(WORK TO BE COMPLETED):
Starting at the first line of the entries below, restate each line exactly until you reach the line with "position:absolute; inset:0; border:14px", and print that one too. Leave the pictures out and stop there.

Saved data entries
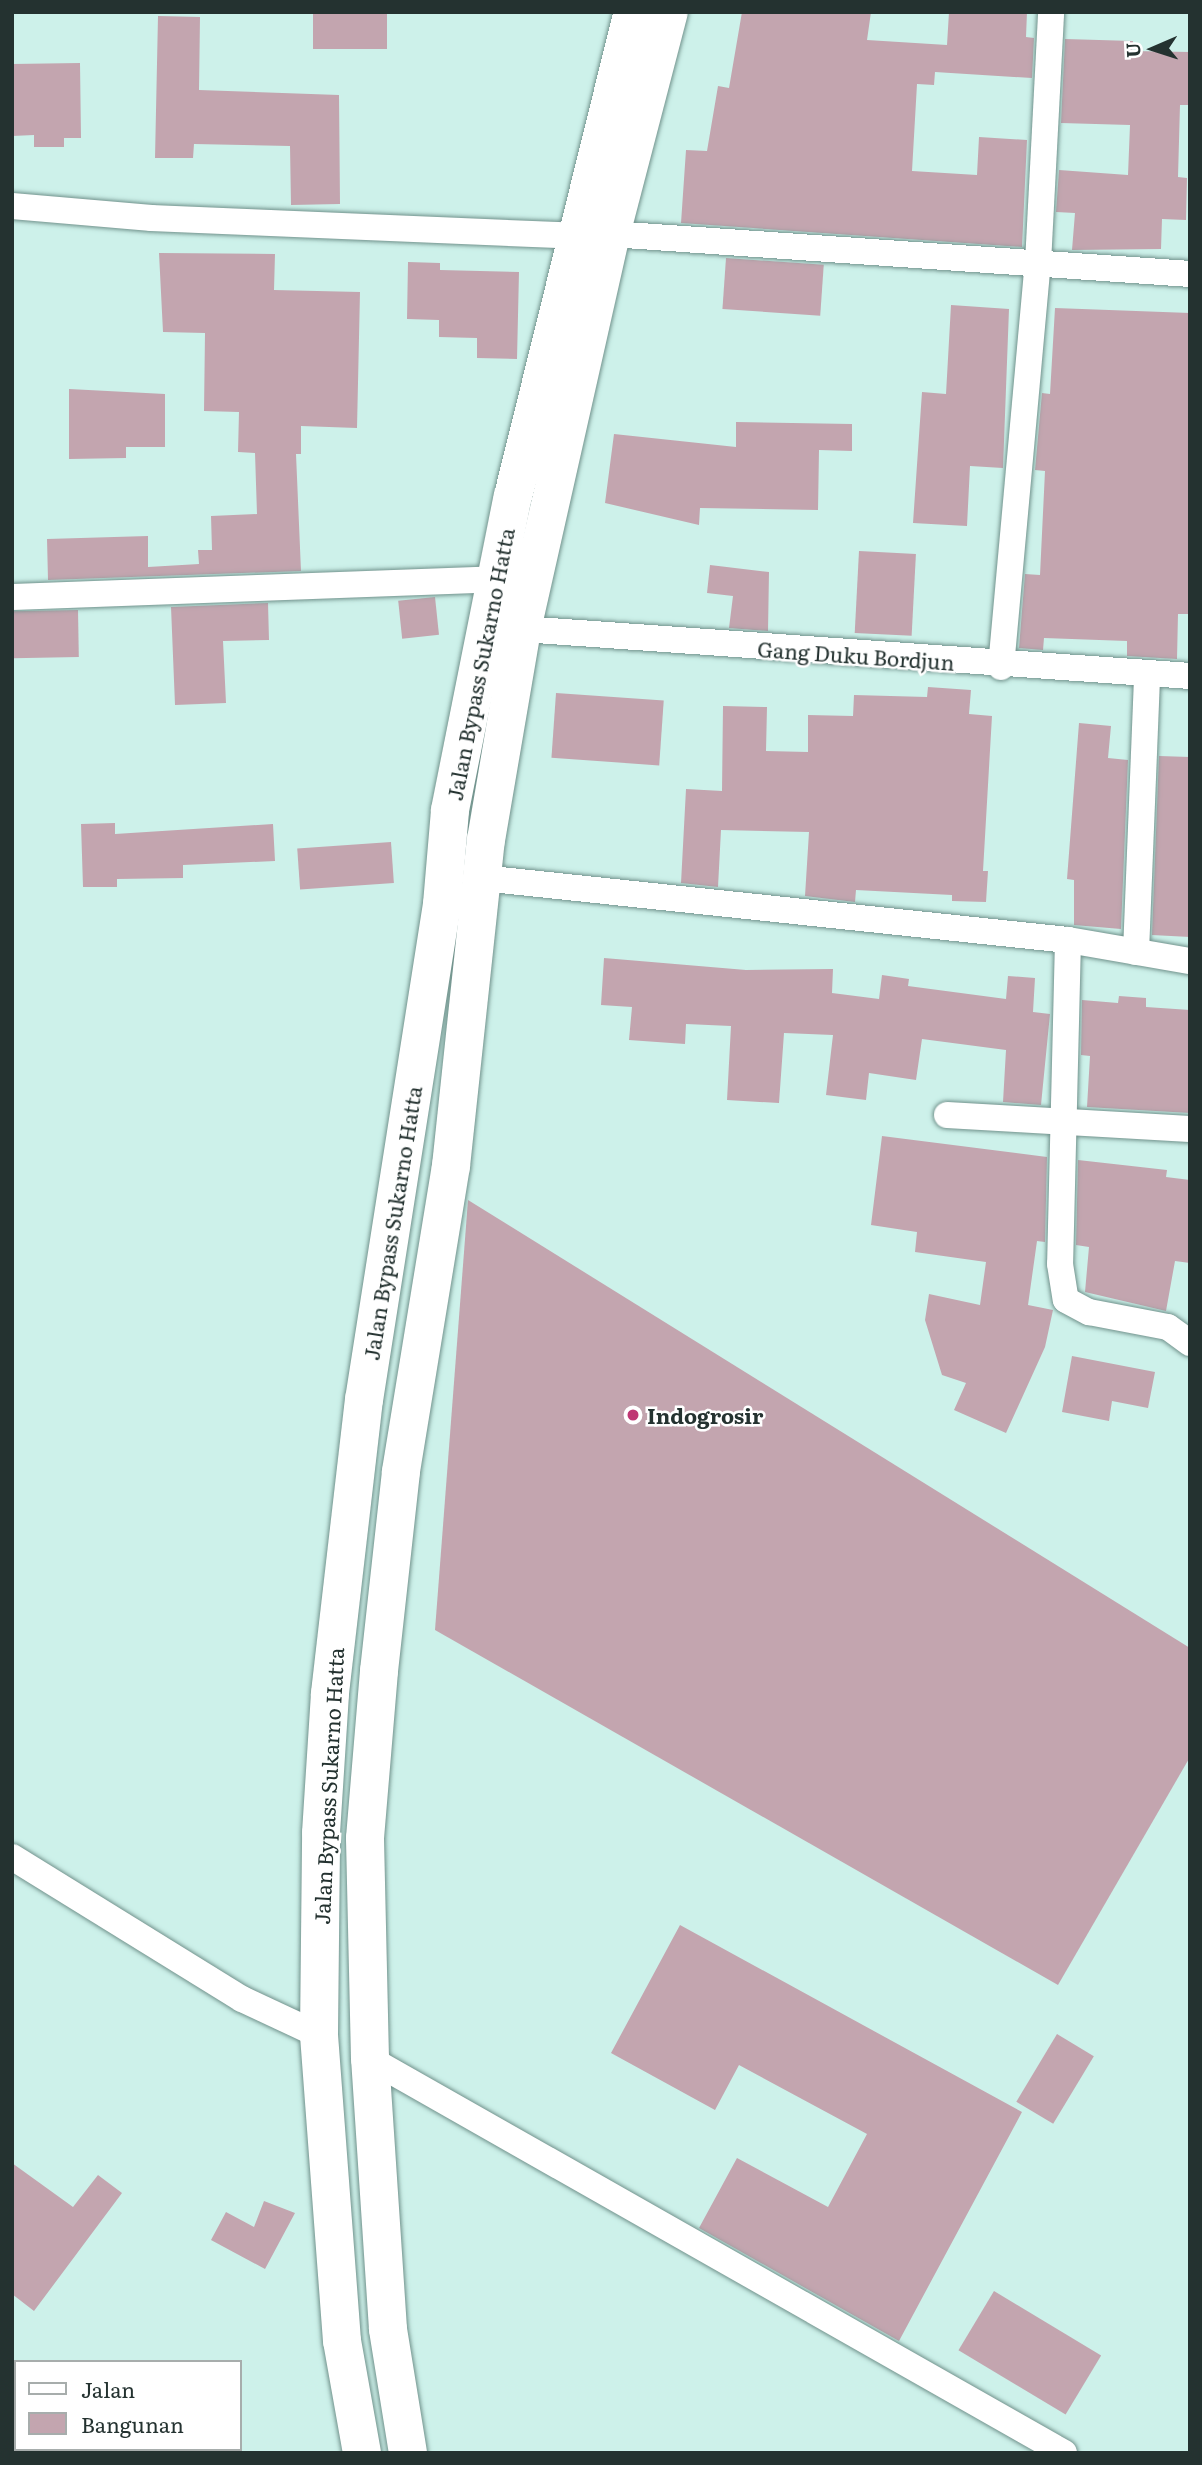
<!DOCTYPE html>
<html>
<head>
<meta charset="utf-8">
<style>
  body { margin:0 }
  #map { position:relative; width:1202px; height:2465px; overflow:hidden; background:#cdf1ea; font-family:Literata,serif }
  div>[style] { position:absolute }
  .building>* { inset:0; background:#c3a5af; transform-origin:0 0 }
  .roads { filter:drop-shadow(0 0 2px #71928c) drop-shadow(0 0 2px #71928c) }
  .street>* { height:26px; margin:-13px; padding:0 13px; transform-origin:13px; border-radius:13px; background:#fff }
  .highway>* { height:38px; margin:-19px; padding:0 19px; transform-origin:19px; border-radius:19px; background:#fff }
  .dots>* { width:19px; height:19px; translate:-50% -50%; box-sizing:border-box; border:4px solid #fff; border-radius:50% }
  span { translate:-50% -50%; white-space:nowrap; text-align:center; line-height:1.15; -webkit-text-stroke:5px #fff; paint-order:stroke }
  .street-label { font-size:21px; color:#243230 }
  .poi-label { font-size:21px; color:#243230; font-weight:700 }
  .left { translate:0 -50%; text-align:left }
  .frame { position:absolute; inset:0; border:14px solid #243230; pointer-events:none }
  .legend { position:absolute; left:14px; top:2360px; width:228px; height:91px; box-sizing:border-box; background:#fff; border:2px solid #a7adac; margin:0; padding:9px 12px; list-style:none; font-size:21px; color:#243230 }
  .legend li { display:flex; align-items:center; gap:14px; height:35px }
  .legend b { width:35px; border:2px solid #a7adac }
  .north { position:absolute; left:1118px; top:14px; width:70px; height:70px; -webkit-text-stroke:5px #fff; paint-order:stroke; rotate:267deg; font-size:19px; font-weight:700; line-height:28px; text-align:center; color:#243230 }
  .north::after { content:''; display:block; margin:auto; width:24px; height:32px; background:#243230; clip-path:polygon(50% 0,100% 100%,50% 72%,0 100%) }
</style>
</head>
<body>
<div id="map">
  <div class="building">
    <i style="left:313px;top:12px;width:74px;height:37px"></i>
    <i style="clip-path:polygon(742px 12px,871px 12px,867px 40px,947px 45px,949px 12px,1027px 12px,1026px 37px,1034px 38px,1032px 78px,935px 72px,934px 85px,917px 84px,912px 171px,977px 175px,979px 137px,1027px 140px,1022px 247px,681px 223px,686px 150px,707px 151px,718px 86px,729px 88px)"></i>
    <i style="clip-path:polygon(158px 16px,200px 17px,199px 90px,339px 95px,340px 204px,291px 205px,290px 146px,194px 144px,193px 158px,155px 158px)"></i>
    <i style="clip-path:polygon(1065px 39px,1133px 41px,1132px 51px,1190px 52px,1190px 105px,1180px 105px,1178px 177px,1187px 178px,1186px 220px,1162px 219px,1161px 249px,1072px 250px,1075px 213px,1056px 212px,1059px 170px,1128px 175px,1130px 125px,1061px 123px)"></i>
    <i style="clip-path:polygon(80px 63px,81px 138px,64px 138px,64px 147px,34px 147px,34px 135px,12px 136px,12px 64px)"></i>
    <i style="clip-path:polygon(159px 253px,275px 254px,274px 290px,360px 292px,357px 428px,301px 426px,301px 454px,296px 454px,301px 571px,48px 580px,47px 539px,148px 536px,148px 567px,199px 564px,198px 550px,212px 550px,211px 516px,257px 514px,255px 453px,238px 452px,239px 412px,204px 411px,205px 333px,163px 332px)"></i>
    <i style="left:726px;top:258px;width:98px;height:51px;rotate:4deg"></i>
    <i style="clip-path:polygon(408px 262px,440px 263px,440px 270px,519px 272px,517px 359px,477px 358px,477px 338px,439px 337px,439px 320px,407px 319px)"></i>
    <i style="clip-path:polygon(951px 305px,1009px 309px,1003px 468px,970px 466px,967px 526px,913px 523px,922px 392px,946px 394px)"></i>
    <i style="clip-path:polygon(1055px 308px,1190px 313px,1190px 614px,1178px 614px,1177px 659px,1127px 656px,1127px 641px,1044px 638px,1043px 650px,1019px 648px,1025px 574px,1040px 575px,1045px 471px,1035px 470px,1042px 393px,1050px 394px)"></i>
    <i style="clip-path:polygon(69px 389px,165px 394px,165px 447px,126px 447px,126px 458px,69px 459px)"></i>
    <i style="clip-path:polygon(736px 422px,852px 424px,852px 451px,819px 450px,818px 510px,700px 508px,699px 525px,605px 503px,614px 434px,736px 447px)"></i>
    <i style="left:859px;top:551px;width:57px;height:82px;rotate:3deg"></i>
    <i style="clip-path:polygon(710px 565px,769px 572px,768px 631px,729px 628px,733px 596px,707px 593px)"></i>
    <i style="left:435px;top:597px;width:38px;height:37px;rotate:84deg"></i>
    <i style="clip-path:polygon(268px 603px,269px 640px,223px 641px,226px 703px,175px 705px,171px 607px)"></i>
    <i style="left:78px;top:610px;width:47px;height:66px;rotate:89deg"></i>
    <i style="clip-path:polygon(928px 687px,971px 690px,969px 714px,992px 716px,983px 871px,988px 871px,986px 902px,952px 901px,952px 895px,856px 890px,855px 902px,805px 896px,809px 832px,721px 830px,718px 887px,681px 883px,686px 789px,722px 791px,723px 706px,767px 707px,766px 751px,808px 752px,808px 715px,853px 716px,854px 695px,927px 697px)"></i>
    <i style="left:556px;top:693px;width:108px;height:65px;rotate:4deg"></i>
    <i style="clip-path:polygon(1079px 723px,1111px 726px,1108px 758px,1128px 760px,1121px 929px,1074px 925px,1074px 880px,1067px 879px)"></i>
    <i style="clip-path:polygon(1159px 756px,1190px 757px,1190px 937px,1152px 935px)"></i>
    <i style="clip-path:polygon(115px 823px,115px 834px,273px 824px,275px 861px,183px 865px,183px 878px,117px 879px,117px 887px,83px 887px,81px 824px)"></i>
    <i style="left:391px;top:842px;width:41px;height:94px;rotate:86deg"></i>
    <i style="clip-path:polygon(604px 958px,746px 970px,833px 969px,832px 993px,879px 999px,882px 975px,909px 979px,908px 986px,1006px 999px,1008px 976px,1035px 978px,1033px 1012px,1050px 1014px,1041px 1105px,1003px 1102px,1006px 1050px,922px 1039px,916px 1080px,869px 1073px,866px 1100px,826px 1095px,833px 1035px,784px 1033px,779px 1103px,727px 1100px,731px 1026px,686px 1024px,685px 1044px,629px 1040px,632px 1007px,601px 1005px)"></i>
    <i style="clip-path:polygon(1119px 996px,1146px 998px,1146px 1007px,1190px 1010px,1190px 1113px,1087px 1107px,1090px 1056px,1081px 1055px,1082px 1000px,1118px 1003px)"></i>
    <i style="clip-path:polygon(882px 1136px,1047px 1157px,1045px 1242px,1037px 1241px,1028px 1305px,1053px 1310px,1045px 1347px,1006px 1433px,954px 1410px,966px 1383px,942px 1375px,925px 1320px,929px 1294px,980px 1305px,986px 1262px,915px 1252px,917px 1232px,871px 1225px)"></i>
    <i style="clip-path:polygon(1078px 1160px,1167px 1170px,1166px 1177px,1190px 1180px,1190px 1263px,1175px 1261px,1166px 1311px,1085px 1292px,1089px 1247px,1076px 1245px)"></i>
    <i style="clip-path:polygon(468px 1200px,1190px 1648px,1190px 1757px,1058px 1985px,435px 1630px)"></i>
    <i style="clip-path:polygon(1072px 1356px,1155px 1372px,1148px 1408px,1112px 1401px,1109px 1421px,1062px 1412px)"></i>
    <i style="clip-path:polygon(680px 1925px,1022px 2112px,899px 2341px,699px 2228px,737px 2158px,828px 2207px,867px 2134px,739px 2065px,715px 2110px,611px 2053px)"></i>
    <i style="left:1057px;top:2034px;width:43px;height:79px;rotate:31deg"></i>
    <i style="clip-path:polygon(12px 2163px,73px 2207px,98px 2175px,122px 2193px,34px 2311px,12px 2294px)"></i>
    <i style="clip-path:polygon(264px 2201px,295px 2213px,265px 2269px,211px 2240px,226px 2212px,254px 2227px)"></i>
    <i style="left:994px;top:2291px;width:125px;height:69px;rotate:31deg"></i>
  </div>
  <div class="roads">
    <div class="street">
      <i style="left:12px;top:206px;width:140px;rotate:4.9deg"></i>
      <i style="left:151px;top:218px;width:426px;rotate:2.4deg"></i>
      <i style="left:611px;top:234px;width:580px;rotate:3.95deg"></i>
      <i style="left:12px;top:597px;width:485px;rotate:-2.1deg"></i>
      <i style="left:522px;top:629px;width:670px;rotate:4.02deg"></i>
      <i style="left:1001px;top:667px;width:406px;rotate:-84.8deg"></i>
      <i style="left:1038px;top:263px;width:251px;rotate:-87deg"></i>
      <i style="left:482px;top:878px;width:589px;rotate:6.04deg"></i>
      <i style="left:1068px;top:940px;width:124px;rotate:9.8deg"></i>
      <i style="left:1068px;top:940px;width:324px;rotate:91.4deg"></i>
      <i style="left:1060px;top:1264px;width:36px;rotate:81deg"></i>
      <i style="left:1066px;top:1300px;width:26px;rotate:28deg"></i>
      <i style="left:1089px;top:1312px;width:80px;rotate:10.8deg"></i>
      <i style="left:1168px;top:1327px;width:27px;rotate:36deg"></i>
      <i style="left:1136px;top:952px;width:278px;rotate:-87.7deg"></i>
      <i style="left:947px;top:1115px;width:243px;rotate:3.3deg"></i>
      <i style="left:12px;top:1857px;width:270px;rotate:31.7deg"></i>
      <i style="left:242px;top:1999px;width:85px;rotate:25.1deg"></i>
      <i style="left:370px;top:2059px;width:798px;rotate:29.58deg"></i>
    </div>
    <div class="highway">
      <i style="left:362px;top:2453px;width:114px;rotate:-100.1deg"></i>
      <i style="left:342px;top:2341px;width:307px;rotate:-94.3deg"></i>
      <i style="left:319px;top:2035px;width:202px;rotate:-89.4deg"></i>
      <i style="left:321px;top:1833px;width:140px;rotate:-86.3deg"></i>
      <i style="left:330px;top:1693px;width:295px;rotate:-83.4deg"></i>
      <i style="left:364px;top:1400px;width:502px;rotate:-81.06deg"></i>
      <i style="left:442px;top:904px;width:94px;rotate:-85.1deg"></i>
      <i style="left:450px;top:810px;width:320px;rotate:-78.7deg"></i>
      <i style="left:513px;top:496px;width:499px;rotate:-76.1deg"></i>
      <i style="left:408px;top:2453px;width:126px;rotate:-99.2deg"></i>
      <i style="left:388px;top:2329px;width:271px;rotate:-93.8deg"></i>
      <i style="left:370px;top:2059px;width:221px;rotate:-91.3deg"></i>
      <i style="left:365px;top:1838px;width:168px;rotate:-85.2deg"></i>
      <i style="left:379px;top:1671px;width:201px;rotate:-83.7deg"></i>
      <i style="left:401px;top:1471px;width:309px;rotate:-80.7deg"></i>
      <i style="left:451px;top:1166px;width:328px;rotate:-83.9deg"></i>
      <i style="left:486px;top:840px;width:214px;rotate:-80.3deg"></i>
      <i style="left:522px;top:629px;width:405px;rotate:-77.3deg"></i>
      <i style="left:611px;top:234px;width:229px;rotate:-75.4deg"></i>
    </div>
  </div>
  <div class="dots">
    <i style="left:633px;top:1415px;background:#bf3774"></i>
  </div>
  <div class="street-label">
    <span style="left:856px;top:655px;rotate:4deg">Gang Duku Bordjun</span>
    <span style="left:480px;top:664px;rotate:-79deg">Jalan Bypass Sukarno Hatta</span>
    <span style="left:392px;top:1223px;rotate:-81deg">Jalan Bypass Sukarno Hatta</span>
    <span style="left:328px;top:1786px;rotate:-87deg">Jalan Bypass Sukarno Hatta</span>
  </div>
  <div class="poi-label">
    <span class="left" style="left:647px;top:1415px">Indogrosir</span>
  </div>
  <div class="frame"></div>
  <ul class="legend">
  <li><b style="height:9px;background:#fff"></b>Jalan</li>
  <li><b style="height:19px;background:#c3a5af"></b>Bangunan</li>
  </ul>
  <div class="north">U</div>
</div>
</body>
</html>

(RESULT OF THE TASK):
<!DOCTYPE html>
<html>
<head>
<meta charset="utf-8">
<style>
  body { margin:0 }
  #map { position:relative; width:1202px; height:2465px; overflow:hidden; background:#cdf1ea; font-family:Literata,serif }
  div>[style] { position:absolute }
  .building>* { inset:0; background:#c3a5af; transform-origin:0 0 }
  .roads { filter:drop-shadow(0 0 2px #71928c) drop-shadow(0 0 2px #71928c) }
  .street>* { height:26px; margin:-13px; padding:0 13px; transform-origin:13px; border-radius:13px; background:#fff }
  .highway>* { height:38px; margin:-19px; padding:0 19px; transform-origin:19px; border-radius:19px; background:#fff }
  .dots>* { width:19px; height:19px; translate:-50% -50%; box-sizing:border-box; border:4px solid #fff; border-radius:50% }
  span { translate:-50% -50%; white-space:nowrap; text-align:center; line-height:1.15; -webkit-text-stroke:5px #fff; paint-order:stroke }
  .street-label { font-size:21px; color:#243230 }
  .poi-label { font-size:21px; color:#243230; font-weight:700 }
  .left { translate:0 -50%; text-align:left }
  .frame { position:absolute; inset:0; border:14px solid #243230; pointer-events:none }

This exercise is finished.